THE PROBLEM - Repeat each record exactly as written, and drop any images.

DATASET RECORDS -
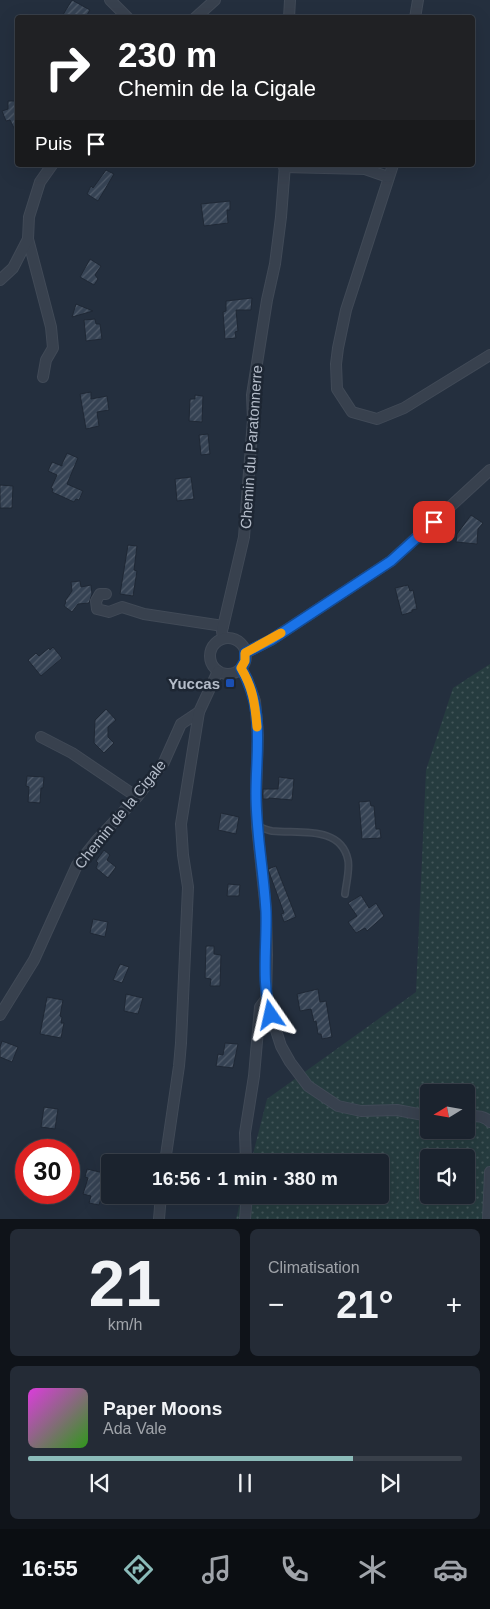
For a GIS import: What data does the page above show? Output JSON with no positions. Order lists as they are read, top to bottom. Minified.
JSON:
{"streets":{"street":["Chemin du Paratonnerre","Chemin de la Cigale"]},"places":{"transit":["Yuccas"]},"north":"left","page":{"turn":["230 m","Chemin de la Cigale"],"then":"Puis","limit":"30","trip":"16:56 · 1 min · 380 m","tile":[["21","km/h"],"Climatisation"],"heat":["−","21°","+"],"song":["Paper Moons","Ada Vale"],"tabs":"16:55"}}
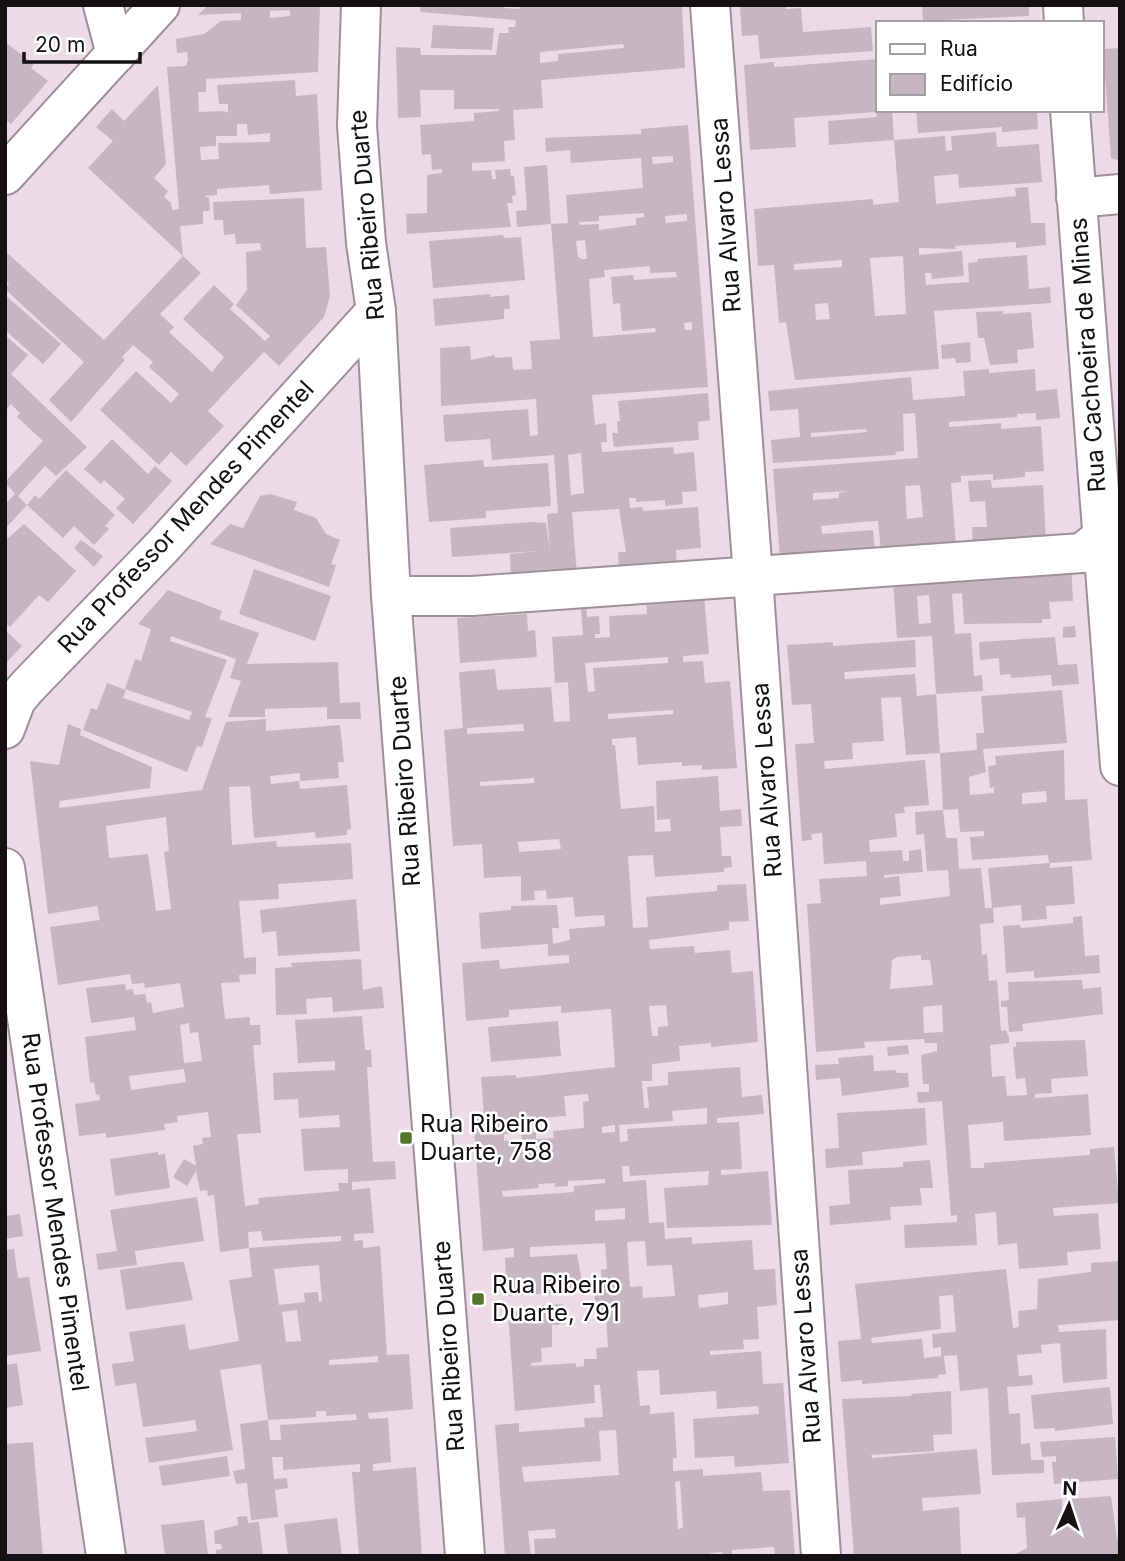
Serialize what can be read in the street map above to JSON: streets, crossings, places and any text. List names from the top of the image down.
{
  "streets": {
    "street": [
      "Rua Ribeiro Duarte",
      "Rua Alvaro Lessa",
      "Rua Cachoeira de Minas",
      "Rua Professor Mendes Pimentel"
    ]
  },
  "crossings": [
    ["Rua Ribeiro Duarte", "Rua Professor Mendes Pimentel"]
  ],
  "places": {
    "transit": ["Rua Ribeiro Duarte, 758", "Rua Ribeiro Duarte, 791"]
  },
  "legend": ["Rua", "Edifício"],
  "scale_bar": "20 m",
  "north": "top"
}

REPLY -
For a GIS import: What data does the page above show? Output JSON with no positions. Order lists as they are read, top to bottom. Minified.
JSON:
{"streets":{"street":["Chemin du Paratonnerre","Chemin de la Cigale"]},"places":{"transit":["Yuccas"]},"north":"left","page":{"turn":["230 m","Chemin de la Cigale"],"then":"Puis","limit":"30","trip":"16:56 · 1 min · 380 m","tile":[["21","km/h"],"Climatisation"],"heat":["−","21°","+"],"song":["Paper Moons","Ada Vale"],"tabs":"16:55"}}
Serialize what can be read in the street map above to JSON: streets, crossings, places and any text. List names from the top of the image down.
{
  "streets": {
    "street": [
      "Rua Ribeiro Duarte",
      "Rua Alvaro Lessa",
      "Rua Cachoeira de Minas",
      "Rua Professor Mendes Pimentel"
    ]
  },
  "crossings": [
    ["Rua Ribeiro Duarte", "Rua Professor Mendes Pimentel"]
  ],
  "places": {
    "transit": ["Rua Ribeiro Duarte, 758", "Rua Ribeiro Duarte, 791"]
  },
  "legend": ["Rua", "Edifício"],
  "scale_bar": "20 m",
  "north": "top"
}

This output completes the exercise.